Provide only the number of lines in the following data that contain "buttons".

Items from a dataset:
________
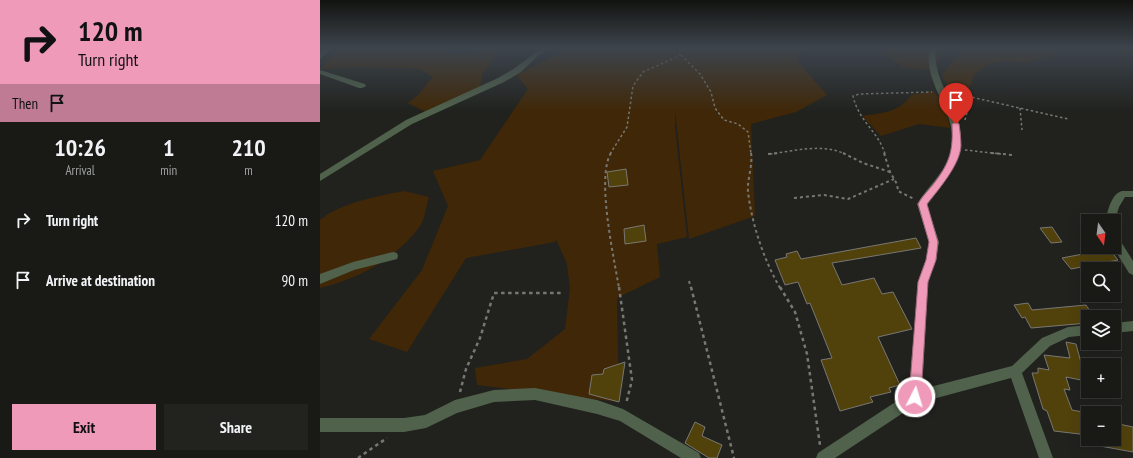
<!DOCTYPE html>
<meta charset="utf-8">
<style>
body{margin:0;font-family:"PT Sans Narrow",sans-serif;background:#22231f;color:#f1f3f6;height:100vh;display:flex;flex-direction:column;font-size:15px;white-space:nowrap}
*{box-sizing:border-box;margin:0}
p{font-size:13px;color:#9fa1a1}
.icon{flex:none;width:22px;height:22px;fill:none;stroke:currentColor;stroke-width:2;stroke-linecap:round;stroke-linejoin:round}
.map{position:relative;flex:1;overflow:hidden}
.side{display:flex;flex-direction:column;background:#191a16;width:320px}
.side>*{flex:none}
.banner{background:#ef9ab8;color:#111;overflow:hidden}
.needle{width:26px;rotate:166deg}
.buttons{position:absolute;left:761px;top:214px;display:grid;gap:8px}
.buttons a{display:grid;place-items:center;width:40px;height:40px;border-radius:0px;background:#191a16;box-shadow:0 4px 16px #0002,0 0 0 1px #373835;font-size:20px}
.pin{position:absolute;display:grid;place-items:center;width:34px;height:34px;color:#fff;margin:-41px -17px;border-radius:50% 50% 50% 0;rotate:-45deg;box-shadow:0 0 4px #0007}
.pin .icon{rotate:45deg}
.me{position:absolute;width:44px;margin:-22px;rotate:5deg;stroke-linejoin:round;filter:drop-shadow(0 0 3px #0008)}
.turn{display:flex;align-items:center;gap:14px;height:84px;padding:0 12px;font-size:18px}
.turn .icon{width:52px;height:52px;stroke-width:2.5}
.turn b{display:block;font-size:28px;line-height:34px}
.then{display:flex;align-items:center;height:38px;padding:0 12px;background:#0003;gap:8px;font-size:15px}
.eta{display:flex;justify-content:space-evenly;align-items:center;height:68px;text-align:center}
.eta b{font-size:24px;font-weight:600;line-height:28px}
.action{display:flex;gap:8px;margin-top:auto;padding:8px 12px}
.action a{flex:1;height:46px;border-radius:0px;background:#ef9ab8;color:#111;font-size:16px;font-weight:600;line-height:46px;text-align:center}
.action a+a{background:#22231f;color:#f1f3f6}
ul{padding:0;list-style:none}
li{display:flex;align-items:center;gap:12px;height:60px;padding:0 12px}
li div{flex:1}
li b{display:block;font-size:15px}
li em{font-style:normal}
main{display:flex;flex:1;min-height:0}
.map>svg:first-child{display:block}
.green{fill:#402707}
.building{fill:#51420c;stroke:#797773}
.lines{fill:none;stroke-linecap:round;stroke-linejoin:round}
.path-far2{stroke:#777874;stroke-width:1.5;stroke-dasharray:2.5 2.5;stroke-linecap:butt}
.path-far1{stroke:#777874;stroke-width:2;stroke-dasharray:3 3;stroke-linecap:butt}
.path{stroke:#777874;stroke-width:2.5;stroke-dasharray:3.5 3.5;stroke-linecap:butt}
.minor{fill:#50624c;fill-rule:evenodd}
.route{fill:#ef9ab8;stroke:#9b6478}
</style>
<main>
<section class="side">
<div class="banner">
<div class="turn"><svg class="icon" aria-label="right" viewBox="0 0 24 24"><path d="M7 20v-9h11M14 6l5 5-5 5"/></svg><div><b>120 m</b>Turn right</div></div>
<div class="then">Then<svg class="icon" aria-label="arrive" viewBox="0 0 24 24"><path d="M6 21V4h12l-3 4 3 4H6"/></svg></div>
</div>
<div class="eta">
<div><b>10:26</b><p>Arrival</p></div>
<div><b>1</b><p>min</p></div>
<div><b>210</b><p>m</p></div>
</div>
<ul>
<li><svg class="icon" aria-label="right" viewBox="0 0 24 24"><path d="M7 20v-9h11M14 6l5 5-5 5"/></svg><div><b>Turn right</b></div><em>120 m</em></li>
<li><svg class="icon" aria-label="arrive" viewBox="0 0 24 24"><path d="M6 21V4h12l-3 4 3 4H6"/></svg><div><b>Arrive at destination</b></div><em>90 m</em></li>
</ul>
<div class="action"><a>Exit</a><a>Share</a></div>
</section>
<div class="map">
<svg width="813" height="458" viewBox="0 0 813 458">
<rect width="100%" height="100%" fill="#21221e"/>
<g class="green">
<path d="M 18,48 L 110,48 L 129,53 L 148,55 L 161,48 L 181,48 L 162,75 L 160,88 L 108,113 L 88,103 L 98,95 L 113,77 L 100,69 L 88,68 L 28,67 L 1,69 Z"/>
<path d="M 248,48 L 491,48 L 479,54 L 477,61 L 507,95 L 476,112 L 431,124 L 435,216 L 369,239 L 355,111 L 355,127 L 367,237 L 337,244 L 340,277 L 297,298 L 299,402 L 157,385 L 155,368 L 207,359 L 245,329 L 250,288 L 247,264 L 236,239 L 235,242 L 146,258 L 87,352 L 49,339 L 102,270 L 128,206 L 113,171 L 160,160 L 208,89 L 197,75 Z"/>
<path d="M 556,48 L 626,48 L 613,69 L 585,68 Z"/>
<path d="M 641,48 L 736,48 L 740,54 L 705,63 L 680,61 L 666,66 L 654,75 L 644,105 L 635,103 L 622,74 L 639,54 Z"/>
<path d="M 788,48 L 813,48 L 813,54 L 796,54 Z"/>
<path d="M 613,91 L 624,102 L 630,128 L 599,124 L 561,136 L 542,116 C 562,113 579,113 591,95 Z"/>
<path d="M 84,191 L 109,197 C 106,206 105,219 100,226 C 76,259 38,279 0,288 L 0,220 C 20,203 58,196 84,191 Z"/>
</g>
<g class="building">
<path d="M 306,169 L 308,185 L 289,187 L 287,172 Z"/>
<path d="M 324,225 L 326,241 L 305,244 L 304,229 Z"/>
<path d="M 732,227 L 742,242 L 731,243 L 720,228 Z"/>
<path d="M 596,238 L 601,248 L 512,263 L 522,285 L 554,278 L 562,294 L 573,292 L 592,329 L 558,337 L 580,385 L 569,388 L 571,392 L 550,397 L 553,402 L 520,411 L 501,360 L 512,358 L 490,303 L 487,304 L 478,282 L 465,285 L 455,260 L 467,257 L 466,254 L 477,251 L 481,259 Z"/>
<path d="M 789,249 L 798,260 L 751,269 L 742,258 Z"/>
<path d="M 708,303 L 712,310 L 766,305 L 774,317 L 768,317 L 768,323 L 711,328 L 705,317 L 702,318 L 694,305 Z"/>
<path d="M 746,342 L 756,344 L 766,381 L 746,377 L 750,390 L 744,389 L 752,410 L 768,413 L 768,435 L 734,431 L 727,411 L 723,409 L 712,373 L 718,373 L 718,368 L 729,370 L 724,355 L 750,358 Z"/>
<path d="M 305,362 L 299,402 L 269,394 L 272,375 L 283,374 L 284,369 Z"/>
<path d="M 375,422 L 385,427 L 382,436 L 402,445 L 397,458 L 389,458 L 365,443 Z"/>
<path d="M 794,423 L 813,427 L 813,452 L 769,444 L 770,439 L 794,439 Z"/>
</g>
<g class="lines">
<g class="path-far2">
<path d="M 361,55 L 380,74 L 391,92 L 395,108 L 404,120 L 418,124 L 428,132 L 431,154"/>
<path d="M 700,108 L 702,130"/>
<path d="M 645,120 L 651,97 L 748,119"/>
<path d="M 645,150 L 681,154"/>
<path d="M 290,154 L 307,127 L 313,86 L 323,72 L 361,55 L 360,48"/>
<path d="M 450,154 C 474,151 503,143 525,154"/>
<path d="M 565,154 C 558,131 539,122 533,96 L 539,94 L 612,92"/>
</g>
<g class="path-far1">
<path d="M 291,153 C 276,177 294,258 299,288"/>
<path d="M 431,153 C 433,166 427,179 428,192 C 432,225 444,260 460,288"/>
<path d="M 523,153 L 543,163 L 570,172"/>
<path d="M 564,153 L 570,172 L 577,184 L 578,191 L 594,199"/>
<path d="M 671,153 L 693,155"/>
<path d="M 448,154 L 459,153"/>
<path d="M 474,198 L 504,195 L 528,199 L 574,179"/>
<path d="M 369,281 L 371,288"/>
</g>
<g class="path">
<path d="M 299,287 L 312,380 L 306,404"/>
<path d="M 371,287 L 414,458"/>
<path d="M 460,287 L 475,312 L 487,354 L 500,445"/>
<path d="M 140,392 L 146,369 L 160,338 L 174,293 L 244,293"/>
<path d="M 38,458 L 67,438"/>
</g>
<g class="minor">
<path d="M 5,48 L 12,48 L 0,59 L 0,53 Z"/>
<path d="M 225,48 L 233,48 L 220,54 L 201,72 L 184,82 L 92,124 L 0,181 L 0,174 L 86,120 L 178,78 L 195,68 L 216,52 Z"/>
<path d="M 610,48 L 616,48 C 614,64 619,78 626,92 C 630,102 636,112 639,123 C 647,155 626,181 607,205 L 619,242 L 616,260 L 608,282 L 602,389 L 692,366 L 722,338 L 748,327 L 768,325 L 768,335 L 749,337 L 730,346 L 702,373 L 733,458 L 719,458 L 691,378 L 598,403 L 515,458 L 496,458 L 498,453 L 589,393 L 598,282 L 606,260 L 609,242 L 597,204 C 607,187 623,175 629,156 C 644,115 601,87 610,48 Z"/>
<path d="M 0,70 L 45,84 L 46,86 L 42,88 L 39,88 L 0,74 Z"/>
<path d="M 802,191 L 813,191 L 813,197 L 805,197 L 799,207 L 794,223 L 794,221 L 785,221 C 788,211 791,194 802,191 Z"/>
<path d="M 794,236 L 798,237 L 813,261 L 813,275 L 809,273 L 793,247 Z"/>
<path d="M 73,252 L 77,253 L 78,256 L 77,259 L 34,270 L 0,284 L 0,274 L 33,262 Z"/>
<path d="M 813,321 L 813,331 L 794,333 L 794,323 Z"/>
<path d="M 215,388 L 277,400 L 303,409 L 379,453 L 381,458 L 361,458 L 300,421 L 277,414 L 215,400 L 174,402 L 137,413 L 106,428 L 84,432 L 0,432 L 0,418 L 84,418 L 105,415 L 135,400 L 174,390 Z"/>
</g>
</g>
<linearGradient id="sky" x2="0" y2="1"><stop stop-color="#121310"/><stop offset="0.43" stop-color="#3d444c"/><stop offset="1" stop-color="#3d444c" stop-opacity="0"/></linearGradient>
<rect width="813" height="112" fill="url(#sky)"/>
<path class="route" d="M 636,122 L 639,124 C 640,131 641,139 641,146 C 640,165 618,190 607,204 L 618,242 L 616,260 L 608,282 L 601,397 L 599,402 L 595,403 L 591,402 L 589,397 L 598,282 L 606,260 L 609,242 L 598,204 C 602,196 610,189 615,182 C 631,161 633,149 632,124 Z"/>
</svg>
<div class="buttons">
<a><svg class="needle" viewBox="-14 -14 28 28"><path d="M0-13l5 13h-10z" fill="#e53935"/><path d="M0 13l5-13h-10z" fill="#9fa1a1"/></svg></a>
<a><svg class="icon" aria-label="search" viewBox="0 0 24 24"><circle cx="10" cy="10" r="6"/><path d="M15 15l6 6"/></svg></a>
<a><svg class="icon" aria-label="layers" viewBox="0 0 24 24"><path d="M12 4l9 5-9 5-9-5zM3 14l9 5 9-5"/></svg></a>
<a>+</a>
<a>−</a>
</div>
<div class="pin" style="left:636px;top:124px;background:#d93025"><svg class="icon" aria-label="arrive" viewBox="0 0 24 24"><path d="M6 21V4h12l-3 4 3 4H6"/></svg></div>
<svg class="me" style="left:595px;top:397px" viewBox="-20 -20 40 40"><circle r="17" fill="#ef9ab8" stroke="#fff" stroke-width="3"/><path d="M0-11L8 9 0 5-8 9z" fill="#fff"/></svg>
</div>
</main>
________
Output for this exercise:
3